Collected data entries:
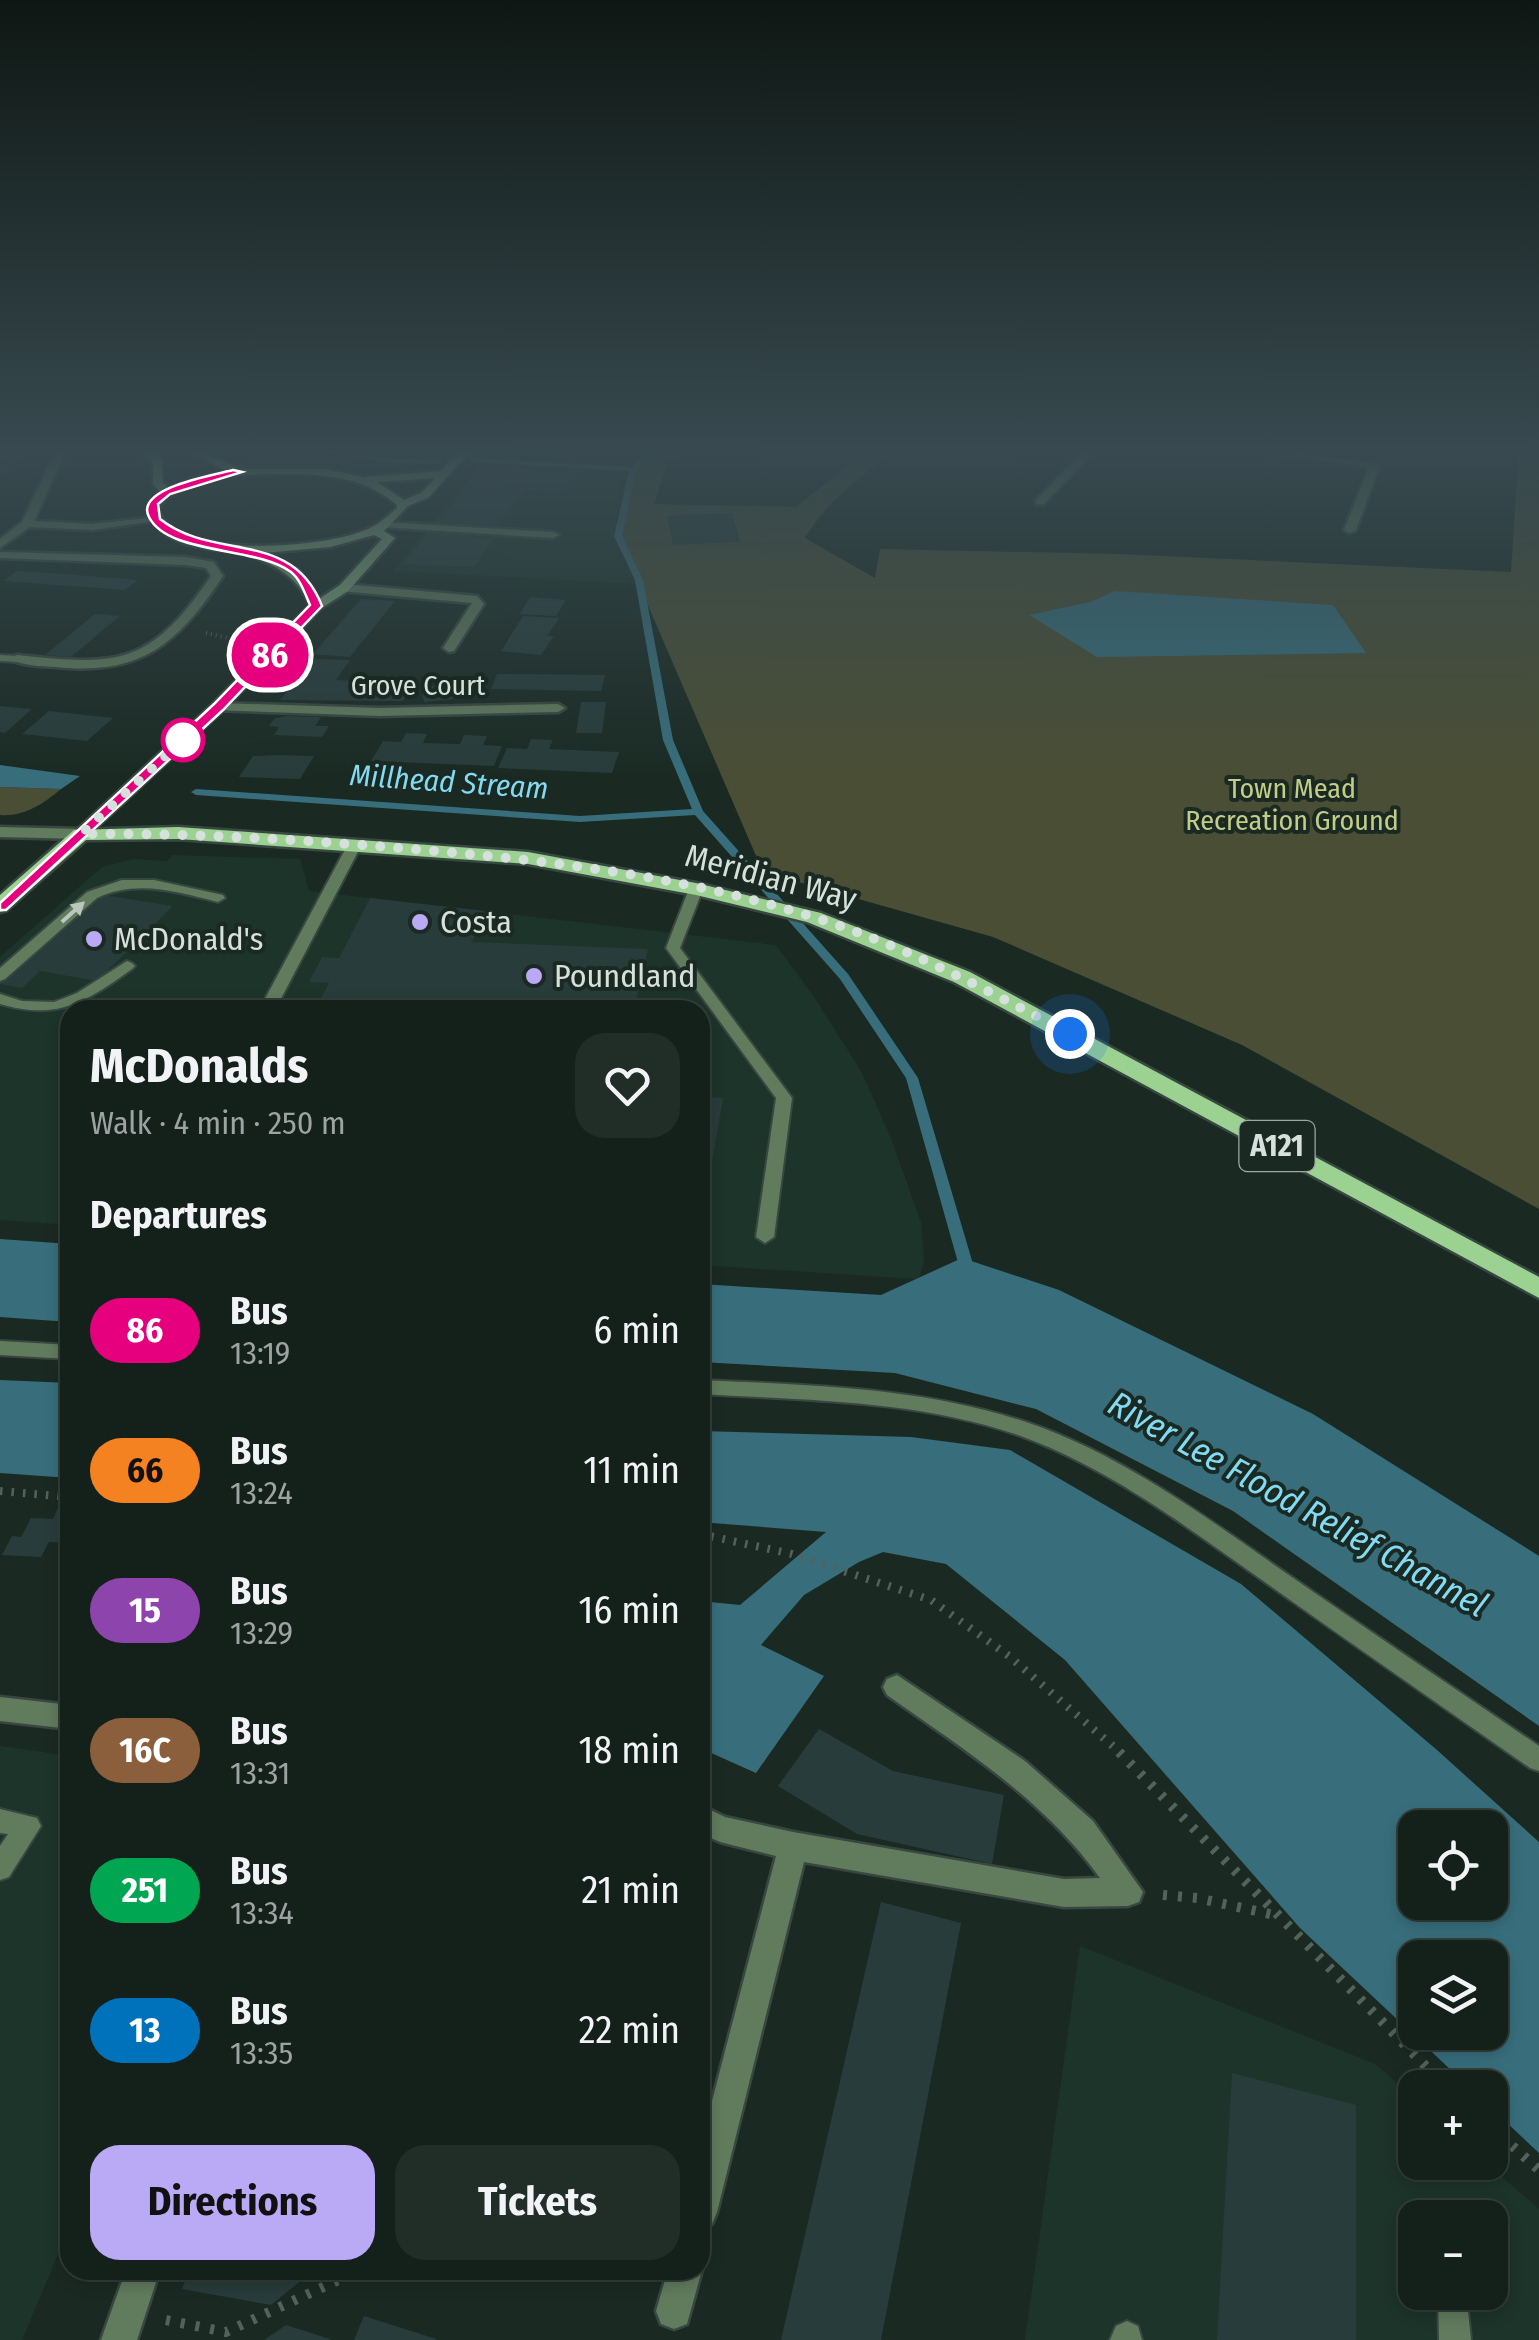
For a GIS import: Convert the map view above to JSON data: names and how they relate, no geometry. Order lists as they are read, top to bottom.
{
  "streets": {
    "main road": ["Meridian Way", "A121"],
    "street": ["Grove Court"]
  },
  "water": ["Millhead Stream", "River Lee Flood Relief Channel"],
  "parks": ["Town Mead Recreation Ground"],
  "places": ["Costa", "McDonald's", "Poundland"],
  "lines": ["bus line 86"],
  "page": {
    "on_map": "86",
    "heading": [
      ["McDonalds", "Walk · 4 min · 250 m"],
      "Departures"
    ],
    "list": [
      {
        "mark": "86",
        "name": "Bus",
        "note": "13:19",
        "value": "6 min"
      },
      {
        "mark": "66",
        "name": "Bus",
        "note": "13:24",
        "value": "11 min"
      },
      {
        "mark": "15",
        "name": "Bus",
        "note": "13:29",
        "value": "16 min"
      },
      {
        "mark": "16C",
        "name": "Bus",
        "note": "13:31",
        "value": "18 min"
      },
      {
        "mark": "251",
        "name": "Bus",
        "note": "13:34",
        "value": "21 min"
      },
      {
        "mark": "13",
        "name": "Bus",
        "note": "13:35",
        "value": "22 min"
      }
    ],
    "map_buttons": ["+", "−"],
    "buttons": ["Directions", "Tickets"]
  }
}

= Aim of the exercise =
Locate the word "note" in the records above, and return each line that has it.

= Solution to this problem =
        "note": "13:19",
        "note": "13:24",
        "note": "13:29",
        "note": "13:31",
        "note": "13:34",
        "note": "13:35",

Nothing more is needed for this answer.